## WHAT NEEDS TO BE DONE
Reproduce word for word, from the entries below, the line with "background:#8c9099; color:#fff; overflow:hidden", the line with "position:absolute; left:1359px; top:18px;", and every line between them, and nothing more.

DATA RECORDS START

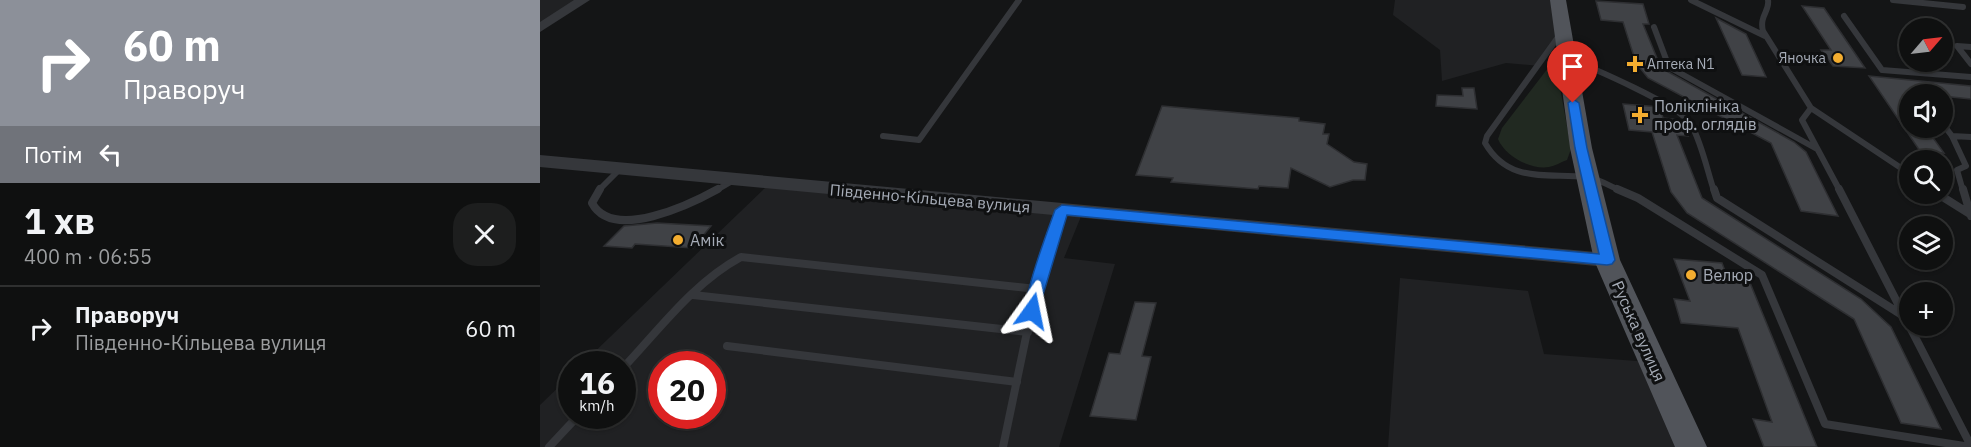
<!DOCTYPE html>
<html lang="uk">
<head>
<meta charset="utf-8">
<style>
  body { margin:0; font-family:"IBM Plex Sans",sans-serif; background:#1d1e1e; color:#f1f3f6; height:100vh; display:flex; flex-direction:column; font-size:22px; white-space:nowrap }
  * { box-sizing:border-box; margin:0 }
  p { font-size:20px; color:#9b9d9f }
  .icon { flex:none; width:33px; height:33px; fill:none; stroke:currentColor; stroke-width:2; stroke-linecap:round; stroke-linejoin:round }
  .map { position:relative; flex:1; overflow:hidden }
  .sheet { display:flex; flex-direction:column; background:#0f1010; width:540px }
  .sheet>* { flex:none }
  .guide { background:#8c9099; color:#fff; overflow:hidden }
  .needle { width:39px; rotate:62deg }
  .controls { position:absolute; left:1359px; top:18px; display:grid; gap:12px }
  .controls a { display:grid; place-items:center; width:54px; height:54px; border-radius:50%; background:#0f1010; box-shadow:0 2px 4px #0004,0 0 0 2px #2f3030; font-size:30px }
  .speed { position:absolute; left:18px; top:351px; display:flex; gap:12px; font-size:30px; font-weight:700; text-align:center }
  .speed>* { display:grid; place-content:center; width:78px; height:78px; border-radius:50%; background:#0f1010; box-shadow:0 2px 4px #0004,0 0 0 2px #2f3030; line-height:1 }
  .speed small { font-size:15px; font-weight:400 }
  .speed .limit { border:9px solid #d22; background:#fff; color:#111 }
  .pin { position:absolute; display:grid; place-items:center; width:51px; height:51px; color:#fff; margin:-62px -26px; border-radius:50% 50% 50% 0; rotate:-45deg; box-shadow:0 0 6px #0007 }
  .pin .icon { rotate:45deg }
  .me { position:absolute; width:66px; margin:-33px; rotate:12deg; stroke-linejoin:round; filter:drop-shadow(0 0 4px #0008) }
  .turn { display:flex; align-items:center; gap:21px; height:126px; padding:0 24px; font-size:27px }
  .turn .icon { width:78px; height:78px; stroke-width:2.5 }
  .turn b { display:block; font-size:42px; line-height:51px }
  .then { display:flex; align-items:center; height:57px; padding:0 24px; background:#0003; gap:12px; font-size:22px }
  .round { display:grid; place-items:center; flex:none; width:63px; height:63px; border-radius:24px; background:#1d1e1e }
  .headline { display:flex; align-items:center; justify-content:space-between; height:102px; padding:0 24px }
  h1 { font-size:36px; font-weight:700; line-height:45px }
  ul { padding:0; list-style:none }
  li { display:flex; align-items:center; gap:18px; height:84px; padding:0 24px; border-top:2px solid #2f3030 }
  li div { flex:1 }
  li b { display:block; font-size:22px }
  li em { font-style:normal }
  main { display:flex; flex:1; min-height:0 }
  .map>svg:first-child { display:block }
</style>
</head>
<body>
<main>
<section class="sheet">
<div class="guide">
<div class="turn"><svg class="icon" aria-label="right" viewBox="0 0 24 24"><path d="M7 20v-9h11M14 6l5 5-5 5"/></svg><div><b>60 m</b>Праворуч</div></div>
<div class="then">Потім<svg class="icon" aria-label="left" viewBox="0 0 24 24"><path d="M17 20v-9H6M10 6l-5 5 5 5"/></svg></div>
</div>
<div class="headline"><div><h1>1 хв</h1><p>400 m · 06:55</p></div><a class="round"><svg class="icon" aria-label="close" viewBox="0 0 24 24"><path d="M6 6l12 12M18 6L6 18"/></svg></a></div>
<ul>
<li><svg class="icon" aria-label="right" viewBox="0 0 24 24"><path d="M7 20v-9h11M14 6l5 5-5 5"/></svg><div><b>Праворуч</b><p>Південно-Кільцева вулиця</p></div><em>60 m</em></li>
</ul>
</section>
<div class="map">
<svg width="1431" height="447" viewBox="0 0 1431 447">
  <rect width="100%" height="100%" fill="#141516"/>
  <path fill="#202123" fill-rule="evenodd" d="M0,0H38L0,25Z
    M855,0H1020L1026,30L1000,66L966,63L902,81L900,50L853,15Z
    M226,187L542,214L524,258L575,264L519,447H0V405L31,375L32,416H82V364H42ZM122,364H172V416H122Z
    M860,278L988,291L1004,354L1110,362L1149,447H848Z"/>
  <path fill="#212921" d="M1015,59L1031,149L1027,160C1021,162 1015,166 1009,167C990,170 965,156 958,139L962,128Z"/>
  <path fill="#404246" stroke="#2e2f32" stroke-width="1.5" d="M1056,1L1103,4L1109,24H1103L1121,68L1254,142L1266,152L1298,216L1261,211L1231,143L1108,78L1096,63L1083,22L1061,20Z
    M1262,6L1284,8L1325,68L1293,66L1281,50H1291Z
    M1176,18L1206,34L1226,77L1202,75Z
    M1329,76L1431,86V99L1402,96V94L1370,93V128H1386L1404,153L1380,151Z
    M922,88H934L937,109L896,106L897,95L923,96Z
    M1083,104L1120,107L1123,118L1140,120L1148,136L1137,135L1162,198L1321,299L1351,327L1401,429L1361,423L1314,319L1147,213L1131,192L1112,132L1089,130Z
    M622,106L759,118V121L785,124L783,134H789L787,144L814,162L827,164L825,180H813L790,187L751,168L748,188L719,186L718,189L631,182L633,178L596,175Z
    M117,223L171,226L153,248L95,244L92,248L64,246L84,226Z
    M1134,259L1182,263L1185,271L1206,273L1277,447H1224L1213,419L1232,422L1198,328L1141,323L1134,299L1150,301Z
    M595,302L616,303L602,356L611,357L596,420L550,416L569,353L580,354Z"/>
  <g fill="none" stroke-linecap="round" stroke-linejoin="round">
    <path stroke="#35373b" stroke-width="6" d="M1151,0L1225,36
      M1228,0C1230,11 1219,16 1223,31L1271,108L1262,120L1300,191
      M1353,0L1423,7
      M1304,16L1342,70L1431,77
      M1114,27L1129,67L1277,149
      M1021,33L947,136L945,143C969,184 1006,173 1046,177C1057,178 1070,186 1081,191
      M1431,47L1417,46L1431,64
      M1028,59C1051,67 1141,106 1151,124C1162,144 1167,170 1174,191
      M1271,108L1370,174
      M1402,123L1412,136L1426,166L1417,170L1423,191
      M343,136L379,140L479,0
      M1412,136L1431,137
      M58,191L80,169
      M175,191L194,180"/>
    <path stroke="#35373b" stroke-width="8" d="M60,189L52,203C73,242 151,204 178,189
      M1077,189L1098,198L1222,275L1285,424L1431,447
      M1174,189L1177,198L1362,315
      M1299,189L1431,446
      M1423,189L1431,216
      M1398,194L1430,214
      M153,295L488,332
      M187,346L477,382
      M82,369C119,330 153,283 201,257L496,289
      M9,447L38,416
      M463,447L496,289L522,210"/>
    <path fill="#35373b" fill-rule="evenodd" d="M34,0H50L0,32V22Z
      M0,155L1067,253L1074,255L1077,260L1074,265L1067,267L0,167Z"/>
    <path fill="#51545a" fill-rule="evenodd" d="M1010,0H1026L1052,148L1080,260L1167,447H1135L1054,260L1030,148Z"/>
  </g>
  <path fill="#1a73e8" stroke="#114b97" stroke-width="1.5" d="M1033,99L1039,103L1047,148L1075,260L1072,264L1067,265L527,215L497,315H486C480,303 509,227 515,210L522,205L1059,254L1035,148L1028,103Z"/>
  <g fill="#f3ad30" stroke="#0f1011" stroke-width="2">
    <circle cx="1298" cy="58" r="6"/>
    <path d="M1092 55h6v6h6v6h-6v6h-6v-6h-6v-6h6z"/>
    <path d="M1097 106h6v6h6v6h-6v6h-6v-6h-6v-6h6z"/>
    <circle cx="138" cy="240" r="6"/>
    <circle cx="1151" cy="275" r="6"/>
  </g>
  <g text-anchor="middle" stroke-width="6" stroke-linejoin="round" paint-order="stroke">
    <g font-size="14" fill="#a6acb7" stroke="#0f1011" text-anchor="end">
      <text x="1286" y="63">Яночка</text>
      <text x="1107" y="69" text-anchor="start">Аптека N1</text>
    </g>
    <g font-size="16" fill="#a6acb7" stroke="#0f1011" text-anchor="start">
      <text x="1114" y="112">Поліклініка<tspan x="1114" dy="18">проф. оглядів</tspan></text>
      <text x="150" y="246">Амік</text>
      <text x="1163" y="281">Велюр</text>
    </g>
    <g font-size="16" fill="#a6acb7" stroke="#0f1011">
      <text transform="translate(390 198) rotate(5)" y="6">Південно-Кільцева вулиця</text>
      <text transform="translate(1099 331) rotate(66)" y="6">Руська вулиця</text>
    </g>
  </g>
</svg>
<div class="controls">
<a><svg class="needle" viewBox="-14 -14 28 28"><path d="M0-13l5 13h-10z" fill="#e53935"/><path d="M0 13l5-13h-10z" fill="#9b9d9f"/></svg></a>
<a><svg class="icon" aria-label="sound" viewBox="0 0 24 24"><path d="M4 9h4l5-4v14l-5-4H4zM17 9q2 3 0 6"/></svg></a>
<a><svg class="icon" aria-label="search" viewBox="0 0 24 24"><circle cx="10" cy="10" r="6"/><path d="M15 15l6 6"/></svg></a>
<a><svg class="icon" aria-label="layers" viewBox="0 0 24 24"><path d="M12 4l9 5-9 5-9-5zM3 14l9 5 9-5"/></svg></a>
<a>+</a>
</div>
<div class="speed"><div>16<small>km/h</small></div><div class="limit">20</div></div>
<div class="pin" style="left:1033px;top:103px;background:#d93025"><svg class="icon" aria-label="arrive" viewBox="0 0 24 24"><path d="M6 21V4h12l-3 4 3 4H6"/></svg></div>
<svg class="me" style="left:492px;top:311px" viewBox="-20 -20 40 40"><path d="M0-17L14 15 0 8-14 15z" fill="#1a73e8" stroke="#fff" stroke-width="4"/></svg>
</div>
</main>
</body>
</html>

DATA RECORDS END

## ANSWER TO THE EXERCISE
  .guide { background:#8c9099; color:#fff; overflow:hidden }
  .needle { width:39px; rotate:62deg }
  .controls { position:absolute; left:1359px; top:18px; display:grid; gap:12px }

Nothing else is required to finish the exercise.